30/12/2017

Motel 666


“O coração à beira de um ataque. A certeza de te encontrar. A sintonia nítida, única. A madrugada. Cômodos e casas destruídos. Nossa ruína.”


Embalada nos braços de Sandman reencontro uma vez mais um cenário que conheço tanto. Um sonho que se repete com pouca frequência, mas que me tira do ar, me arranca os anos, me tira a vida.
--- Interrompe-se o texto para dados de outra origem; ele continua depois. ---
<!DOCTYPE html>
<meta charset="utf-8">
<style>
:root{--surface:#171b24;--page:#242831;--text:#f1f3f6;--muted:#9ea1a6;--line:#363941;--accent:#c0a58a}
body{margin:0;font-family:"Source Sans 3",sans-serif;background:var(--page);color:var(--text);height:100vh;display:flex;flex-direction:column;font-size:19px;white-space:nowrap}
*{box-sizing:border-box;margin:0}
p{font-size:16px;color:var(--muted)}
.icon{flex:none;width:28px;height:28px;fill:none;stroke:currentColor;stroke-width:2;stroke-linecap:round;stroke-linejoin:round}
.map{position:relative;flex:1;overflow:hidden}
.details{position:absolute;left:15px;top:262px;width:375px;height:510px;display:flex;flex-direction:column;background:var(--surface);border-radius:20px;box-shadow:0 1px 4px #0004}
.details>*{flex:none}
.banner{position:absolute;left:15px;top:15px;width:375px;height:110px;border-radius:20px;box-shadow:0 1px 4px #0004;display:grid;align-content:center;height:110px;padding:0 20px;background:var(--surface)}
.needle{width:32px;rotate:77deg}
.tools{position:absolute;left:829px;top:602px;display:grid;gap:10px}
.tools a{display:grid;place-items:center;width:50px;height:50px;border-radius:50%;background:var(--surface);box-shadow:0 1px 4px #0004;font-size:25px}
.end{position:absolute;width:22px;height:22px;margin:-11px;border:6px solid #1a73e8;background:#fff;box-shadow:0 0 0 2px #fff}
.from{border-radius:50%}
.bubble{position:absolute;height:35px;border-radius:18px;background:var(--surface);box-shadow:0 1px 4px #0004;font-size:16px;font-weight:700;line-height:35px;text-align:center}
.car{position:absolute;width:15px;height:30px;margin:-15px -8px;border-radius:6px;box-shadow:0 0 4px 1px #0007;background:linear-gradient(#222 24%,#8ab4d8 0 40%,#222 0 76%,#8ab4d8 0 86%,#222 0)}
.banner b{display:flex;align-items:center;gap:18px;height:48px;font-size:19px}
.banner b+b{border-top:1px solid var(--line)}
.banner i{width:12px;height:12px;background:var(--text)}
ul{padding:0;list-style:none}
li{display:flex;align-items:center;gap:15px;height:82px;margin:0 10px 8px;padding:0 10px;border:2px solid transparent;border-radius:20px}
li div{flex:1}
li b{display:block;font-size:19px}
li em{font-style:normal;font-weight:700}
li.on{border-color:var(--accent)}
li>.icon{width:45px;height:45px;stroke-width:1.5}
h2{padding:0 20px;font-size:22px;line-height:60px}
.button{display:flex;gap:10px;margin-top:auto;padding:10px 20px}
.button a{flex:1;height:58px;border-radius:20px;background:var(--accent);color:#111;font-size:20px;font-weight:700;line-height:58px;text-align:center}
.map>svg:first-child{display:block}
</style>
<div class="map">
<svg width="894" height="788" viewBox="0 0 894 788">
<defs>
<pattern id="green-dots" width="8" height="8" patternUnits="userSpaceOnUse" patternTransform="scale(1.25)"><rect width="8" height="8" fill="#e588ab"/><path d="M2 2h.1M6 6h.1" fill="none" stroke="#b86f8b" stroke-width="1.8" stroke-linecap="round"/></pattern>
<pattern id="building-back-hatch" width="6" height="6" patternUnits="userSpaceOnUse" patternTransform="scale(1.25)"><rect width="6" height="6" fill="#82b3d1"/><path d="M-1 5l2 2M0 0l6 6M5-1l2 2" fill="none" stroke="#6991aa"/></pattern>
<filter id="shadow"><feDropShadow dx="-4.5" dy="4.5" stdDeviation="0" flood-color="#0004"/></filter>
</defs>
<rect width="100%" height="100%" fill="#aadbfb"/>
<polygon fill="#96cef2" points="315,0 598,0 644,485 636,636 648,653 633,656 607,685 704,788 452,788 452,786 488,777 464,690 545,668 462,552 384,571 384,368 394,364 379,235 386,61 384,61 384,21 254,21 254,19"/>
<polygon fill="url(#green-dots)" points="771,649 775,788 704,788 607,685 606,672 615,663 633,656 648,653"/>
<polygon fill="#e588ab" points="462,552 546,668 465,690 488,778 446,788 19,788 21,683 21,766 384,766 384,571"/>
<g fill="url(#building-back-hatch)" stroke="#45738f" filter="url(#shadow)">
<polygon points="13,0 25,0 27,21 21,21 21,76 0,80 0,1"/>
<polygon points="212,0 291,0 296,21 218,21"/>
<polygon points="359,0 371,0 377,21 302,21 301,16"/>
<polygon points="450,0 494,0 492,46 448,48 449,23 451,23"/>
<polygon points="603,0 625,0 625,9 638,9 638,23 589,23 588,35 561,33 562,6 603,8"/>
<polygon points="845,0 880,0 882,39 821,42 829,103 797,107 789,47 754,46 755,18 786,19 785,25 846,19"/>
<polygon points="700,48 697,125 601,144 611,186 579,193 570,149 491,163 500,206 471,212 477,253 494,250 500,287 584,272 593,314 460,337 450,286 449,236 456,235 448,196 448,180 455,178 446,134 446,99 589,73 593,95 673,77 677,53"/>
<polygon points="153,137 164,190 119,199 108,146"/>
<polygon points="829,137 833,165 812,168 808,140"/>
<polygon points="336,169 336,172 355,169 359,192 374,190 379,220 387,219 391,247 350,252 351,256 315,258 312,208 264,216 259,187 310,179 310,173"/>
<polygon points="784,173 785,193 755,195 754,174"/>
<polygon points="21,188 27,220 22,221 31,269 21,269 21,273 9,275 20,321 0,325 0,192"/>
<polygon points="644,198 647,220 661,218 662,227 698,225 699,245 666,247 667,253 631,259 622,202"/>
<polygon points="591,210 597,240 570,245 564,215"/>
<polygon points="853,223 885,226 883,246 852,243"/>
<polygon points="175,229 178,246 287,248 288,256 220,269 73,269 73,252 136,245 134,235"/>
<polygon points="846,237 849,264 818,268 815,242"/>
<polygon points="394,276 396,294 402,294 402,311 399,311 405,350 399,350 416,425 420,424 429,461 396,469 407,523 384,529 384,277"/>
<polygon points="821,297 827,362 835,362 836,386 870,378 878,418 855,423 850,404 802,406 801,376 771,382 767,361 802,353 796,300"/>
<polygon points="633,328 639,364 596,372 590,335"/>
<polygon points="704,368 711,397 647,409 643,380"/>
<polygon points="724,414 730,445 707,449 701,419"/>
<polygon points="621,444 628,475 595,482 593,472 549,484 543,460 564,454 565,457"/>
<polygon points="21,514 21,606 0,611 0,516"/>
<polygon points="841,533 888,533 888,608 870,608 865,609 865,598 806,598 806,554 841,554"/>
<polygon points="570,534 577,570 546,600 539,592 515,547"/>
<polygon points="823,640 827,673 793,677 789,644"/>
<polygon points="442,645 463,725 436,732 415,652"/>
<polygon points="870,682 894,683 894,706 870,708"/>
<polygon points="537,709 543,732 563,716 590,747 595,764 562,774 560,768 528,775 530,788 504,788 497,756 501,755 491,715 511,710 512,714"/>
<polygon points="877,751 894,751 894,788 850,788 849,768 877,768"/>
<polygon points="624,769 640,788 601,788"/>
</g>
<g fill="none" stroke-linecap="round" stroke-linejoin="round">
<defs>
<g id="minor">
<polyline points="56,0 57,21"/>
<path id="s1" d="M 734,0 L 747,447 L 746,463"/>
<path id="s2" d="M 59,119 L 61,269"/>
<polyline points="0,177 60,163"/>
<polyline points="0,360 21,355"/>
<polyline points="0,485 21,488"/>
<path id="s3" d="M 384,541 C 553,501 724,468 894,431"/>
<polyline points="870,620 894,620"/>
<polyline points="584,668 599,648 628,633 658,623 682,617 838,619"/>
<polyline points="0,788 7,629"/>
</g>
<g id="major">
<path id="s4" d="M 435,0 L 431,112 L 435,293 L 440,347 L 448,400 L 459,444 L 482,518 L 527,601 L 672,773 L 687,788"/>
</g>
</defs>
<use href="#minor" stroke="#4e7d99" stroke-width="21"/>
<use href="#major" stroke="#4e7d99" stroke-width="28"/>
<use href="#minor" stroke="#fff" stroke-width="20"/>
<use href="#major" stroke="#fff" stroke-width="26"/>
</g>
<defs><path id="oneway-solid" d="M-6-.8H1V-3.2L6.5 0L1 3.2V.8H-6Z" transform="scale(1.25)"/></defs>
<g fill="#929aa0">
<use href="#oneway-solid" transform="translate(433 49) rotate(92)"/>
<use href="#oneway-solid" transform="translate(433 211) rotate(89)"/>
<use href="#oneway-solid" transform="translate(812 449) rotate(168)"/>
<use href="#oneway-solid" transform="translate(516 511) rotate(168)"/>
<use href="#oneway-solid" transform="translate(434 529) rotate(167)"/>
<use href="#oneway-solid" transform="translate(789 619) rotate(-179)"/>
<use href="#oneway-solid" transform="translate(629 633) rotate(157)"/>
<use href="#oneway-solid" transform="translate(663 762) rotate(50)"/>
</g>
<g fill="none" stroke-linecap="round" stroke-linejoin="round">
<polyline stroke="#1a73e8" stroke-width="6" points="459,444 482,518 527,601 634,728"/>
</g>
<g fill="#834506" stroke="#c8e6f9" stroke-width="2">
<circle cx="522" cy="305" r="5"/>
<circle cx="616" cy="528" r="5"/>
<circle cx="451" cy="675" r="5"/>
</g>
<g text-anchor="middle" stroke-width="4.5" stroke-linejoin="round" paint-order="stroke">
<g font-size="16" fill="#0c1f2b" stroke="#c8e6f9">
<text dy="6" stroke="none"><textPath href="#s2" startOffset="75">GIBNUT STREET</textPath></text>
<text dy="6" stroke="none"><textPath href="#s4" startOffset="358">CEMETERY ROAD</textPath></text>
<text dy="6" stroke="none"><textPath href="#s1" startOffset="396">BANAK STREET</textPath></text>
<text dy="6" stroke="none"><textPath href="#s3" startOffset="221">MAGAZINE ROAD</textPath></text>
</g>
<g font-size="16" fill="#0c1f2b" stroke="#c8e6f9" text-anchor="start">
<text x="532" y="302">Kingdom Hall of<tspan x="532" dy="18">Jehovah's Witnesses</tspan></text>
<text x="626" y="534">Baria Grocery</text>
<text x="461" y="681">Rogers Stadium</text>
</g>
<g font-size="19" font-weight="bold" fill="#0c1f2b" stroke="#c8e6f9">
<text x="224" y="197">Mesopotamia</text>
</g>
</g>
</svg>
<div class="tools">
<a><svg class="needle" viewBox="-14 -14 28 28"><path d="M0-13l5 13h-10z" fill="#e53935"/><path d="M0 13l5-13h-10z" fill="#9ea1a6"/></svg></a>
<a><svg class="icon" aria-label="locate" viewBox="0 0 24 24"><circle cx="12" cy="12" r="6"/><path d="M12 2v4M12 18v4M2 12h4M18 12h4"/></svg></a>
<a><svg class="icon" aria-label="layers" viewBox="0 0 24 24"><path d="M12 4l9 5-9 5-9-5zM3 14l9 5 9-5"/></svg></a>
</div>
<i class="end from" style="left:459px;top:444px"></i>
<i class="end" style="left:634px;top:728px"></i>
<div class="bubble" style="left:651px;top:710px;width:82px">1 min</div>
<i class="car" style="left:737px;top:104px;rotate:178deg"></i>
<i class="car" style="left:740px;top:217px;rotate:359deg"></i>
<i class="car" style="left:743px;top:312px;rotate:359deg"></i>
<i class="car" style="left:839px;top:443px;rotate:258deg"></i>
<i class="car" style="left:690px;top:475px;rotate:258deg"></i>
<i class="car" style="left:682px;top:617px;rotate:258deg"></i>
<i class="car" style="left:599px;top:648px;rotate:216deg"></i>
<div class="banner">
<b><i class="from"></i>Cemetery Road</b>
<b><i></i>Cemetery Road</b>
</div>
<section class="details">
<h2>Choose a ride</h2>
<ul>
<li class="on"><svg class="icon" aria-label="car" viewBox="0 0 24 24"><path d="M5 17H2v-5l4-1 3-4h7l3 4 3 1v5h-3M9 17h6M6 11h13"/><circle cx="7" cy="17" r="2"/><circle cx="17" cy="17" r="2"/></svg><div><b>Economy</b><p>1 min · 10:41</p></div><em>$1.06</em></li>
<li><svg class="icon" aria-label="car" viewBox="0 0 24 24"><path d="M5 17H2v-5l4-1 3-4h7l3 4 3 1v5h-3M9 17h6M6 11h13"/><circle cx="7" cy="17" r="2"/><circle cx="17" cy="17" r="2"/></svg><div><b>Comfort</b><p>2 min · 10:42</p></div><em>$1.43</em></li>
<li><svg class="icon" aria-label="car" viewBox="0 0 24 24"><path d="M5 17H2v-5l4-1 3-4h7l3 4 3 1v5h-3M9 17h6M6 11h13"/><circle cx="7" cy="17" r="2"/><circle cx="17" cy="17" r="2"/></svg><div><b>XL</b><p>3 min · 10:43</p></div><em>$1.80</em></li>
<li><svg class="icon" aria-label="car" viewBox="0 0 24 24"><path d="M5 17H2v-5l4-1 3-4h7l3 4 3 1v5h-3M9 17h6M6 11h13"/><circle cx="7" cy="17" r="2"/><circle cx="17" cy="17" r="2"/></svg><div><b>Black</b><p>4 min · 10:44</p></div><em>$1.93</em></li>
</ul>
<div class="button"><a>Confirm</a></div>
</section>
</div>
Um preço alto, mas pelo qual pago sem hesitar até o fim dos tempos. Ver-te, encontrar-te. Nos subterrâneos do salão onde realiza-se o culto negro. Ser sua. Ser sua por segundos, ser para sempre.

Meus pés sabem exatamente quais caminhos percorrer. Desço do trem como se esperasse minha morte. E minha morte é você! Caminho entre a multidão apagada. Atravesso avenidas, percorro uma longa distância antes de entrar à esquerda, em uma pequena rua esquecida. O fim do dia cede à noite vagarosamente, a contragosto. A fuligem consome  a cidade cinza. Caminho até a metade do segundo quarteirão e avisto, ansiosa,  uma porta metálica discreta, onde se lê, logo acima, contra o céu desbotado, Motel.
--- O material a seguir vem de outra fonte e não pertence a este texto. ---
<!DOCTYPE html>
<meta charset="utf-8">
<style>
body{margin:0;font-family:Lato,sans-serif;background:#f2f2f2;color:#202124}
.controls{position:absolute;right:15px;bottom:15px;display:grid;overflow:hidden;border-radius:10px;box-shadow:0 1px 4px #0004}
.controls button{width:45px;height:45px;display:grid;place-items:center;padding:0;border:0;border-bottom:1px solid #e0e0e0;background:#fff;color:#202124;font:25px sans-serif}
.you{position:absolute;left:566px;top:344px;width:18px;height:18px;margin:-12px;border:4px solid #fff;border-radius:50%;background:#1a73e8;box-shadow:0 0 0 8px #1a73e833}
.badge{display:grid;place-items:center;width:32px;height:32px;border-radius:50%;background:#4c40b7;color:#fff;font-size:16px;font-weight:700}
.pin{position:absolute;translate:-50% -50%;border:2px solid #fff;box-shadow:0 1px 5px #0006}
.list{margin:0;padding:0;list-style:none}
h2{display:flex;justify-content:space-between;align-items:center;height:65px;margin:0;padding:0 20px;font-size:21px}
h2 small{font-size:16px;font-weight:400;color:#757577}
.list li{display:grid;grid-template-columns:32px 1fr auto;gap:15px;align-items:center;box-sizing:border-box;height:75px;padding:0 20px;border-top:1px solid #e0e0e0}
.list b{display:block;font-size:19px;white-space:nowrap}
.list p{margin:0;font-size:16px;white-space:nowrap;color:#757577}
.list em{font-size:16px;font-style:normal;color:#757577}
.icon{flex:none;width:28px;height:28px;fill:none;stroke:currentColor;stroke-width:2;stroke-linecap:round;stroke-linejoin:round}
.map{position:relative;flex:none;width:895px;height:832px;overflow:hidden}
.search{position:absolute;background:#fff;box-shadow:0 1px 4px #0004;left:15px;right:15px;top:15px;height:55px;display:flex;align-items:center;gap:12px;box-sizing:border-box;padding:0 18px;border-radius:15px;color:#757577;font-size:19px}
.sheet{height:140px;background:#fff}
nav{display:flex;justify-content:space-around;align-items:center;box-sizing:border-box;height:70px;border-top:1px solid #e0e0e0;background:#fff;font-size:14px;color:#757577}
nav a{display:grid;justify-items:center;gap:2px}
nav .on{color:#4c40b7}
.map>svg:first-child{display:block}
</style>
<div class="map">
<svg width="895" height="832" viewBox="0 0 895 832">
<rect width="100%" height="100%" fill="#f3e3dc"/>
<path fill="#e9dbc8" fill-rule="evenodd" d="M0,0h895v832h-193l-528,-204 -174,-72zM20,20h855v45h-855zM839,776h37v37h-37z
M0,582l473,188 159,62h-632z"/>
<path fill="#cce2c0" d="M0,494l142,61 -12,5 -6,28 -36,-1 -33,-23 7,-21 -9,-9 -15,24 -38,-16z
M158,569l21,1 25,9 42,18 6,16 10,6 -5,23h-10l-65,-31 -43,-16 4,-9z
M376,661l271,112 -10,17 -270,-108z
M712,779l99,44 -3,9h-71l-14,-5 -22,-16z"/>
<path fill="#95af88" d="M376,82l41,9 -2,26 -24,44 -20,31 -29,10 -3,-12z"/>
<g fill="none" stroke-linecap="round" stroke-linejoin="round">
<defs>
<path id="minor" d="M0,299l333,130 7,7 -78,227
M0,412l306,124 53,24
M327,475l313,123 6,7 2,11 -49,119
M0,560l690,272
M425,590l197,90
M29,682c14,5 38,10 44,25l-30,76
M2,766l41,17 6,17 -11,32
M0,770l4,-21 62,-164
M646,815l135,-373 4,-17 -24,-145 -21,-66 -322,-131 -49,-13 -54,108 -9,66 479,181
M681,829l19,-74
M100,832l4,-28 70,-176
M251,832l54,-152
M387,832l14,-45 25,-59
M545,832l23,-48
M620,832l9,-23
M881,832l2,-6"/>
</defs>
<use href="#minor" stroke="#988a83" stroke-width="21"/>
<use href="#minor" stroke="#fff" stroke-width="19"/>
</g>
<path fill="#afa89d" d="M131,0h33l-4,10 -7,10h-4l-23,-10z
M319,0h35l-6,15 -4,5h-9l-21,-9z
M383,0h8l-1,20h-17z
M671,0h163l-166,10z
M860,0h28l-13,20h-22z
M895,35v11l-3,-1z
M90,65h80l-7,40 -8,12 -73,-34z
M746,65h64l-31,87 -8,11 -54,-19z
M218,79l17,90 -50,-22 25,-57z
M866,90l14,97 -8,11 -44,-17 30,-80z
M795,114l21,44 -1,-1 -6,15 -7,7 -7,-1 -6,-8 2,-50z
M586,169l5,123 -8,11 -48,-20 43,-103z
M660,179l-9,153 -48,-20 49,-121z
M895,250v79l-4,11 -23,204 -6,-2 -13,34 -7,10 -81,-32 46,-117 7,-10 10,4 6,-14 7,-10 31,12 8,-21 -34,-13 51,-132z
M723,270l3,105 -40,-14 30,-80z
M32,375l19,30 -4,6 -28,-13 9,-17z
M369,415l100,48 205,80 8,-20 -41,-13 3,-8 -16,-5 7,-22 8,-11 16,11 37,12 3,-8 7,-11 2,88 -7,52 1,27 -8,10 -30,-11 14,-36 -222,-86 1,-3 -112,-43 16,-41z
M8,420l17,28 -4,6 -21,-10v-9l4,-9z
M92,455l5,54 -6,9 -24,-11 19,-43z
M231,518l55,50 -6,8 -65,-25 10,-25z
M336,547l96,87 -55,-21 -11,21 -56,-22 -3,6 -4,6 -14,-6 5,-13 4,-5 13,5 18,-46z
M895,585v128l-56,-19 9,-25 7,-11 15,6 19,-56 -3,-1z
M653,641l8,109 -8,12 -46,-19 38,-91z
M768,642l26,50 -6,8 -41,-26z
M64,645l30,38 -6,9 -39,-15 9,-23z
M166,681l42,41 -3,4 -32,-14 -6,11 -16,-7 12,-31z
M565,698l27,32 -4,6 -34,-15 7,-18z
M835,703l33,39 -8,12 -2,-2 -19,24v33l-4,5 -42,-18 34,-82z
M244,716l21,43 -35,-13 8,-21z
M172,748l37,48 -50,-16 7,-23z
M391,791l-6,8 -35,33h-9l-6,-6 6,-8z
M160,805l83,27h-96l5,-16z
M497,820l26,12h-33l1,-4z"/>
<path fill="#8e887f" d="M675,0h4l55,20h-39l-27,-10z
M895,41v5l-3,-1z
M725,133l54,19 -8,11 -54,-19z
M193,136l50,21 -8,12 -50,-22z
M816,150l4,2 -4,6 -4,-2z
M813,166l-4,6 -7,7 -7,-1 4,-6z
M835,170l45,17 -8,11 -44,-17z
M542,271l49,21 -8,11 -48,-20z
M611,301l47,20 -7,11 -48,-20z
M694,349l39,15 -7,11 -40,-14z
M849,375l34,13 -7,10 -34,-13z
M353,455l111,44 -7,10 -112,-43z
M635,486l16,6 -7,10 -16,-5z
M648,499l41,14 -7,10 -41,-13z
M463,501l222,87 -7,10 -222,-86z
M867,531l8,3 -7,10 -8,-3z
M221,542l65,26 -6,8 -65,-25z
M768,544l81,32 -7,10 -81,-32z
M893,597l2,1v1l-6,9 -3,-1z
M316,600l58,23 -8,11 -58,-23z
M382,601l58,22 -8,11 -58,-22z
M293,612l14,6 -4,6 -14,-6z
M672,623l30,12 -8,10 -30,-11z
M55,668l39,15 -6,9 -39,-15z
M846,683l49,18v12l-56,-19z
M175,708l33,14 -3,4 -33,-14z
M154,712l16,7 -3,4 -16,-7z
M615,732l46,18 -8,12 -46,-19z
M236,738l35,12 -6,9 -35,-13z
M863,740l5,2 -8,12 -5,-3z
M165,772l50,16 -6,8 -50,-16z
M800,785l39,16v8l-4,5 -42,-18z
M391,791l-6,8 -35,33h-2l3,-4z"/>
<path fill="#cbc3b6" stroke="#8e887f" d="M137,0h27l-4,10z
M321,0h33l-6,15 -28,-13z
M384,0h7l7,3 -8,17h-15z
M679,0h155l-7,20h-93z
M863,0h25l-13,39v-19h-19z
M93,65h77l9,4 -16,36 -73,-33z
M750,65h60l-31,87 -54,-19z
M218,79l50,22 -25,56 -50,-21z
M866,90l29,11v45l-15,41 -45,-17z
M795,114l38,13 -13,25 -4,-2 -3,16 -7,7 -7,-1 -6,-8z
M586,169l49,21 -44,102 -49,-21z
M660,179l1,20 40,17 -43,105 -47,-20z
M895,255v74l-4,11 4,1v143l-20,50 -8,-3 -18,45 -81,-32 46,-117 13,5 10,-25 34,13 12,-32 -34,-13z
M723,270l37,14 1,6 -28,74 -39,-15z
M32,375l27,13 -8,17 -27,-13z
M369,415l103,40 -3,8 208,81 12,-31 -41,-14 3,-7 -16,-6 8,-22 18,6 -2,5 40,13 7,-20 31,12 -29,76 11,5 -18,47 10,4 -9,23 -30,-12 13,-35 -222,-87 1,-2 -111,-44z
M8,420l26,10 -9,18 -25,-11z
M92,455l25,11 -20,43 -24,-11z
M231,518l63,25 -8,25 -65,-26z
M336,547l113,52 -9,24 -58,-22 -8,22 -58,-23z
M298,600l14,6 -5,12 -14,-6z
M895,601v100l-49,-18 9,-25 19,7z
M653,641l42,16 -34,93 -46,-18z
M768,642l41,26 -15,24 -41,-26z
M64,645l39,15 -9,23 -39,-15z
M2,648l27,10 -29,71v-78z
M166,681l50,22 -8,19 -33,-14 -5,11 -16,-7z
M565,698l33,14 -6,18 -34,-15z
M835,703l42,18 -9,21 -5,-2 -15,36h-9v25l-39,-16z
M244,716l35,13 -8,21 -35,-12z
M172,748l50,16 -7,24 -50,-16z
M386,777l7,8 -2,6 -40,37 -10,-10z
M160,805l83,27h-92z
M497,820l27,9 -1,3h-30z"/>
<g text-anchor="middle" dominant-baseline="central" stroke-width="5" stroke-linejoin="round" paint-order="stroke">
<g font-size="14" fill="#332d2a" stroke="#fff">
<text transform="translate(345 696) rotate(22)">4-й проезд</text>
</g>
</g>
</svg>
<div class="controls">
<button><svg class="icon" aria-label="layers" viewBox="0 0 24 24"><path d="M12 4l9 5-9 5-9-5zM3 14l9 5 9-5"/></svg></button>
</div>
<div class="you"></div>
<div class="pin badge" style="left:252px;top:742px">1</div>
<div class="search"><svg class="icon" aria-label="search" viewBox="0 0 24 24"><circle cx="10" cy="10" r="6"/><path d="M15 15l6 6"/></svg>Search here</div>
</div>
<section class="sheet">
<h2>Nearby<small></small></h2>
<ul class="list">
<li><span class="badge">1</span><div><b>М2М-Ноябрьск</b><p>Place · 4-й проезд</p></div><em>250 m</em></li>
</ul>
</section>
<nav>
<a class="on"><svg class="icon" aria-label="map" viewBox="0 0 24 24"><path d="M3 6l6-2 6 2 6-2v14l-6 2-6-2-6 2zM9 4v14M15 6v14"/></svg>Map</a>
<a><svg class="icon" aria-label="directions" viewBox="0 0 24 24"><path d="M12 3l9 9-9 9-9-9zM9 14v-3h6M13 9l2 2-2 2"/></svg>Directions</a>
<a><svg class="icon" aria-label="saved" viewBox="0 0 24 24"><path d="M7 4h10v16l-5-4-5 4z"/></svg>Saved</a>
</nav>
Sei que me conhecem. Mas na recepção sinto como se não. Peço o quarto 666. Ali existe a passagem para o culto negro. E você estará numa sala, logo após a descida através do salão sombrio.

Pego um elevador. Sexto andar. Ele pára suavemente. Desço, e andando pelo corredor estranhamente claro, parcebo que o Motel foi reformado. Nosso quarto, demolido. Nada do que conheço está ali. Corro em lágrimas entre as portas desconhecidas. O odor é de tinta fresca. Destruído! Meu último acesso a você.


Acordo banhada em lágrimas com a lembrança dos encontros anteriores proporcionados nas terras de meu pai; Sandman.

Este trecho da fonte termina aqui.